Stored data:
********************
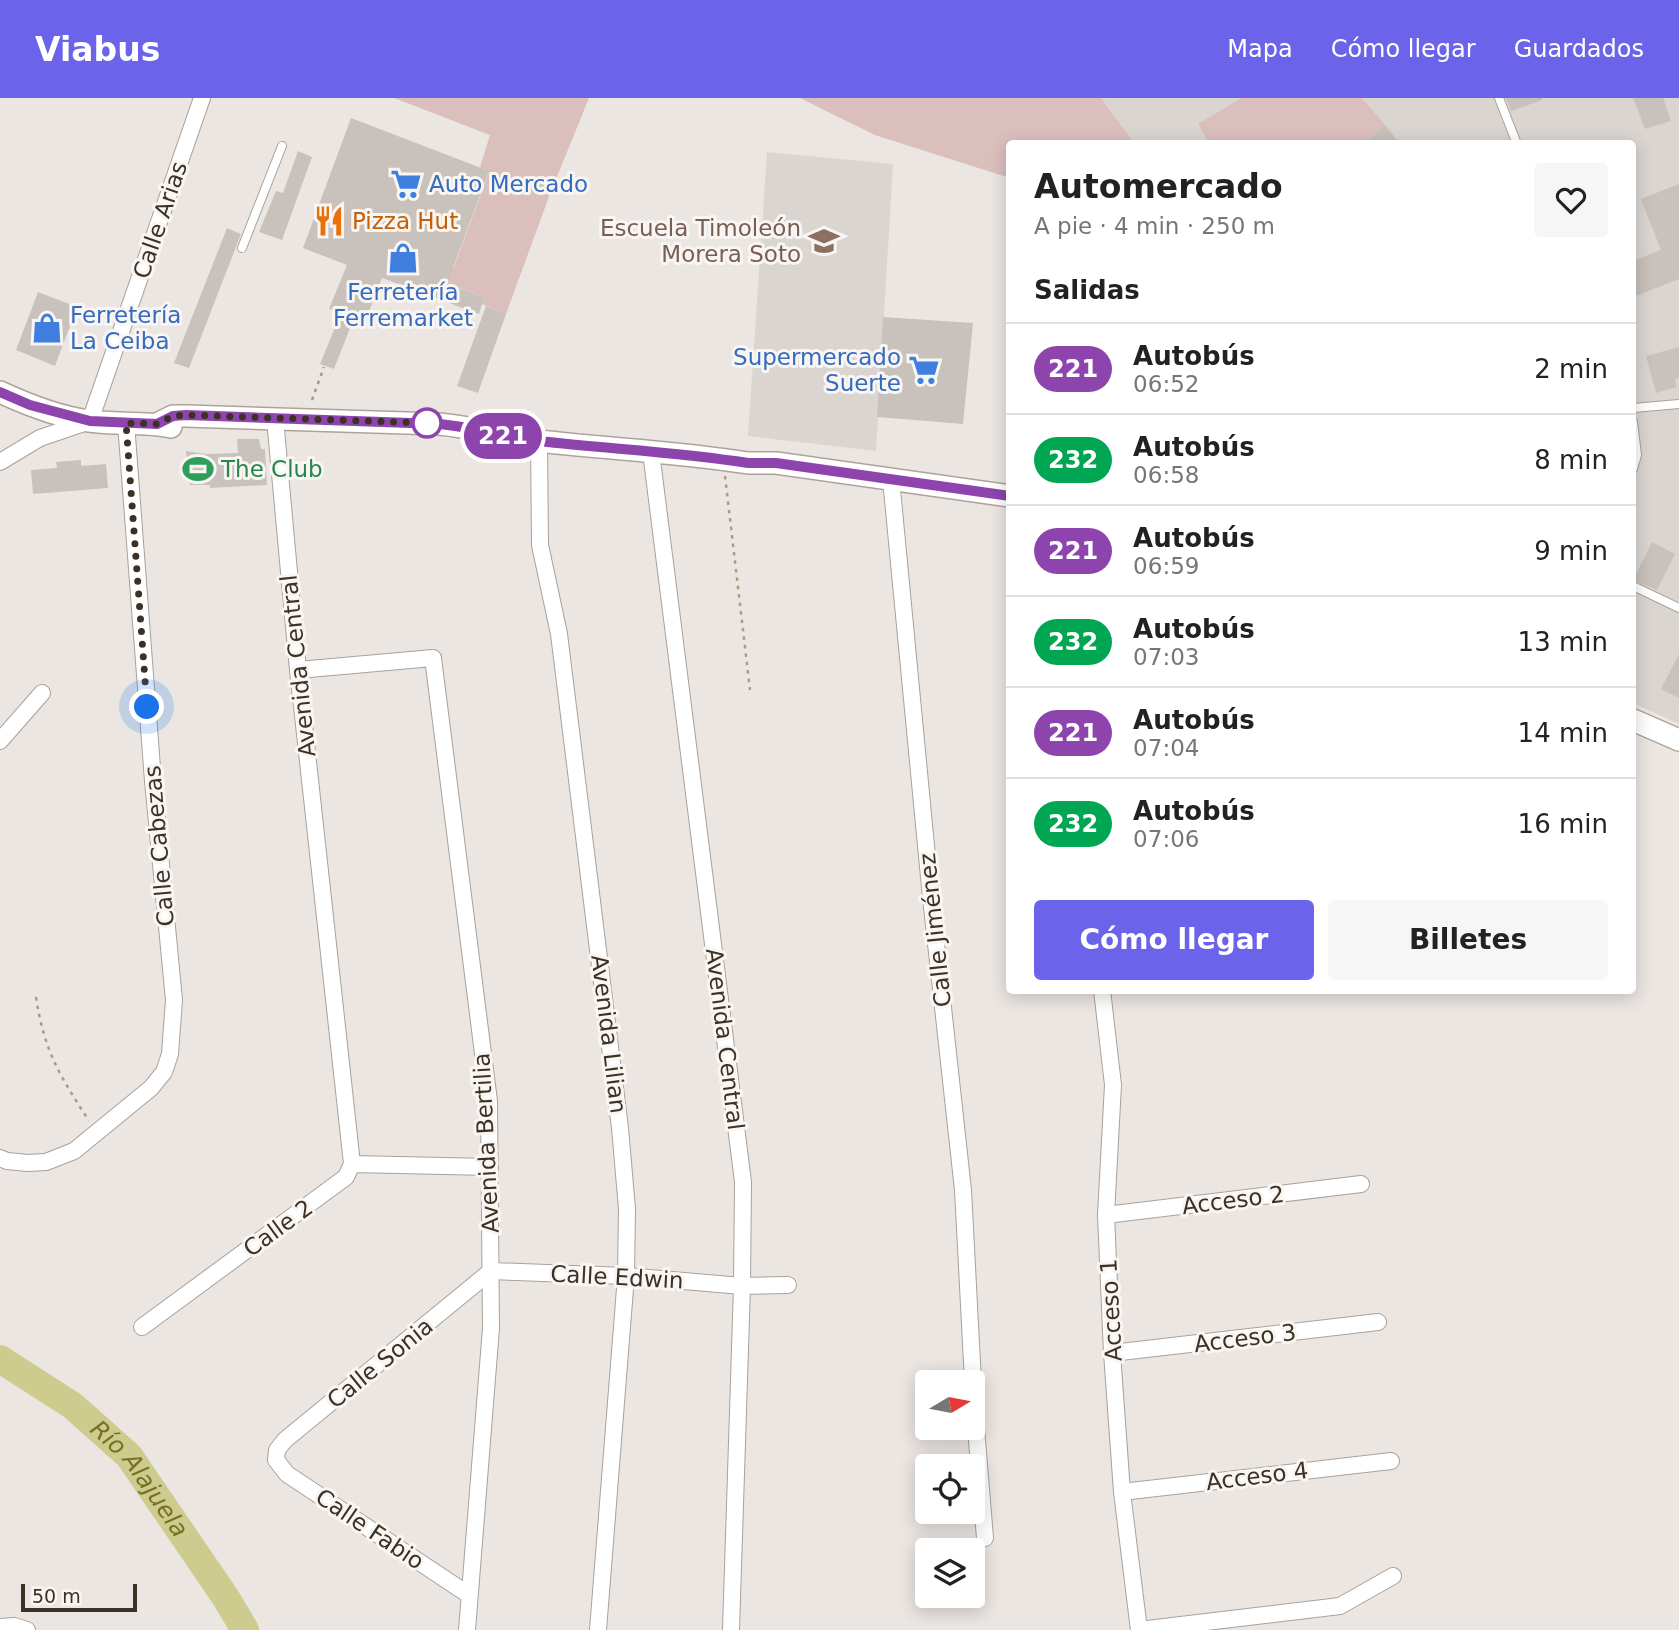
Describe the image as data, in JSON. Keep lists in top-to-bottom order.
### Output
{
  "streets": {
    "street": [
      "Calle Arias",
      "Avenida Central",
      "Calle Cabezas",
      "Calle Jiménez",
      "Avenida Lilian",
      "Avenida Bertilia",
      "Acceso 2",
      "Calle 2",
      "Calle Edwin",
      "Acceso 1",
      "Acceso 3",
      "Calle Sonia",
      "Acceso 4",
      "Calle Fabio"
    ]
  },
  "crossings": [
    ["Avenida Central", "Avenida Bertilia"],
    ["Avenida Central", "Calle 2"],
    ["Avenida Central", "Calle Edwin"],
    ["Avenida Lilian", "Calle Edwin"],
    ["Avenida Bertilia", "Calle Edwin"],
    ["Avenida Bertilia", "Calle Sonia"],
    ["Avenida Bertilia", "Calle Fabio"],
    ["Acceso 2", "Acceso 1"],
    ["Calle Edwin", "Calle Sonia"],
    ["Acceso 1", "Acceso 3"],
    ["Acceso 1", "Acceso 4"],
    ["Calle Sonia", "Calle Fabio"]
  ],
  "water": ["Río Alajuela"],
  "places": {
    "supermarket": ["Auto Mercado", "Supermercado Suerte"],
    "restaurant": ["Pizza Hut"],
    "school or university": ["Escuela Timoleón Morera Soto"],
    "shop": ["Ferretería Ferremarket", "Ferretería La Ceiba"],
    "sports": ["The Club"]
  },
  "lines": ["bus line 221"],
  "scale_bar": "50 m",
  "north": "right",
  "page": {
    "header": "Viabus",
    "nav": ["Mapa", "Cómo llegar", "Guardados"],
    "on_map": "221",
    "heading": [
      ["Automercado", "A pie · 4 min · 250 m"],
      "Salidas"
    ],
    "list": [
      {
        "mark": "221",
        "name": "Autobús",
        "note": "06:52",
        "value": "2 min"
      },
      {
        "mark": "232",
        "name": "Autobús",
        "note": "06:58",
        "value": "8 min"
      },
      {
        "mark": "221",
        "name": "Autobús",
        "note": "06:59",
        "value": "9 min"
      },
      {
        "mark": "232",
        "name": "Autobús",
        "note": "07:03",
        "value": "13 min"
      },
      {
        "mark": "221",
        "name": "Autobús",
        "note": "07:04",
        "value": "14 min"
      },
      {
        "mark": "232",
        "name": "Autobús",
        "note": "07:06",
        "value": "16 min"
      }
    ],
    "buttons": ["Cómo llegar", "Billetes"],
    "scale": "50 m"
  }
}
********************
Go line by line through the records and copy those that contain the word "Sonia".

§ RESPONSE AREA
      "Calle Sonia",
    ["Avenida Bertilia", "Calle Sonia"],
    ["Calle Edwin", "Calle Sonia"],
    ["Calle Sonia", "Calle Fabio"]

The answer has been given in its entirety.